This is a great exercise, Mike, thanks for putting it together. I'll be looking at my photographs with different eyes next go around.

Ah, the "it's photoshoped" cynics picking on a picture from a Leica film camera. It calls to mind this comic


It's good to have a hobby. :-)


for me, there's an instructive lesson in cropping in the steam train picture. Mt eye is magnetically drawn to the area of tarmac on the lower right, and try as I might, and liking the rest of the picture, that (to me) glaring dissonance from the rest of the picture dropped it to 19th on my mental list (20th was the reclining girl who seems to have drawn lots of last minute votes - not my scene at all). If the steam train picture was cropped to exclude the tarmac, it would have been 2nd or 3rd on my list.

I mentioned before a "digital print sale", which was clearly a wacky idea as no one made any counter-comment. But if you'd like to act as Howard Cubell's agent for a $10 commission, I'll gladly pay him $25 for a high res version of his image (107) and permission to use it as my desktop background. I know there's all sorts of difficulties with control of digital versions, but my desktop and screen saver is how I display my favourite images. I don't have photographs on the walls of the house, only paintings.

Mike, and Howard Cubell,

I've just realised my language in my earlier post could be construed as somehow dictatorial and imposing of a "worth no more than" limit. Please forgive me if that was the impression.

Howard's picture to me is some visual poetry. I'm not a rich man, and my offer of $25 for the right to put it on my desktop is about as much as I can afford. It may very well be that Howard's art is worth considerably more than that, and if so, my apologies for appearing to undervalue it.

I'm very pleased with the finalists.
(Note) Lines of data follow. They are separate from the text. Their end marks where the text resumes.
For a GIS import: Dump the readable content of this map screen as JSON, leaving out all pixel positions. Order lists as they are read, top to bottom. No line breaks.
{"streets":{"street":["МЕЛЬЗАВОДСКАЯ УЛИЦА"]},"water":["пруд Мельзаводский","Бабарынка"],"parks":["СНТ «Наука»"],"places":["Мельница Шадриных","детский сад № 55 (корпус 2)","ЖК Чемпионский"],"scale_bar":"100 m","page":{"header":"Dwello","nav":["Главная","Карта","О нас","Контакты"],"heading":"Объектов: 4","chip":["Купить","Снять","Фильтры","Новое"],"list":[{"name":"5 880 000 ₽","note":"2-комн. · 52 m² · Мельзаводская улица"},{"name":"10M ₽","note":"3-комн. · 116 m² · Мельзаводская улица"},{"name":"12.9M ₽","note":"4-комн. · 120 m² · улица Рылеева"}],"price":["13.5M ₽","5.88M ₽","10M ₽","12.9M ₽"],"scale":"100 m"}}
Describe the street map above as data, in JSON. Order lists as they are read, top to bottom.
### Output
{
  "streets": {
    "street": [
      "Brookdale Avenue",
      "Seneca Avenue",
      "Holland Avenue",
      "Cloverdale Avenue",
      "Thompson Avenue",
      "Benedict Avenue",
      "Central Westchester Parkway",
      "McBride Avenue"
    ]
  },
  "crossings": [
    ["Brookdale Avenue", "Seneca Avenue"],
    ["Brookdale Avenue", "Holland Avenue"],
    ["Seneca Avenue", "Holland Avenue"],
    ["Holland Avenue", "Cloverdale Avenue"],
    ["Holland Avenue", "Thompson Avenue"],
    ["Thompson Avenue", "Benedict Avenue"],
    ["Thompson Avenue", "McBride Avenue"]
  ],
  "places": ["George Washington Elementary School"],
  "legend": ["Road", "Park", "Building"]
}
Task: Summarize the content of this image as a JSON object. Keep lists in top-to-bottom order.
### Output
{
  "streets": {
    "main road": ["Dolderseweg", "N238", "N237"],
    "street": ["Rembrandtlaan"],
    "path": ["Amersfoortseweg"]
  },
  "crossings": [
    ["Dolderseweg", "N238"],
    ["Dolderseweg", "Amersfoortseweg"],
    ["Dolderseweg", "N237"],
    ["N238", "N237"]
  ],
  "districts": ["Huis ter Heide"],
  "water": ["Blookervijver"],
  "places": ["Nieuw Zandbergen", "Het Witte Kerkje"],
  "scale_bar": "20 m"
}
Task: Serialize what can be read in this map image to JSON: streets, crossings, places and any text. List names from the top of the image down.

I'd happily hang any and all of these photos on my wall, if only I could afford to. Leigh Perry's photo didn't strike me at first, but after visiting his website and contrasting "Car park wall and floor" with his seascapes, the photo has gained more meaning for me. Also, as G. Carvajal pointed out, Perry's Vision #P854 is gorgeous, and would be very suitable for this contest.

"Incorrect. Art photographs don't require model releases."


I, too, had assumed that model releases would be required. Thanks for clarifying the issue. BTW, is there a legal definition of "art photograph" or is it open to debate as to what constitutes "art"?

BTW, after reading your comment, I did some searching and came across this.

It seems that photographers have a lot of leeway. Of course, one can still be stopped and arrested while photographing for being a "terrorist" :(

I initially voted for the train pic thinking a print of it would make a great gift for my retired father (who is a train nut), but looking at it again, and thinking about the possibility of a fiber print, I may just need to keep it for myself.

"Art photographs don't require model releases"


just interested, how in the heck is "art" defined? I know nothing of this world, but in the real world I can understand how some unscrupulous non-TOP reading photographers might be able to blag their way around that one.

"Is anyone else saddened by the fact that many people's first reaction to a great photo is a cry of, "Photoshopped!" or, "Staged!"?"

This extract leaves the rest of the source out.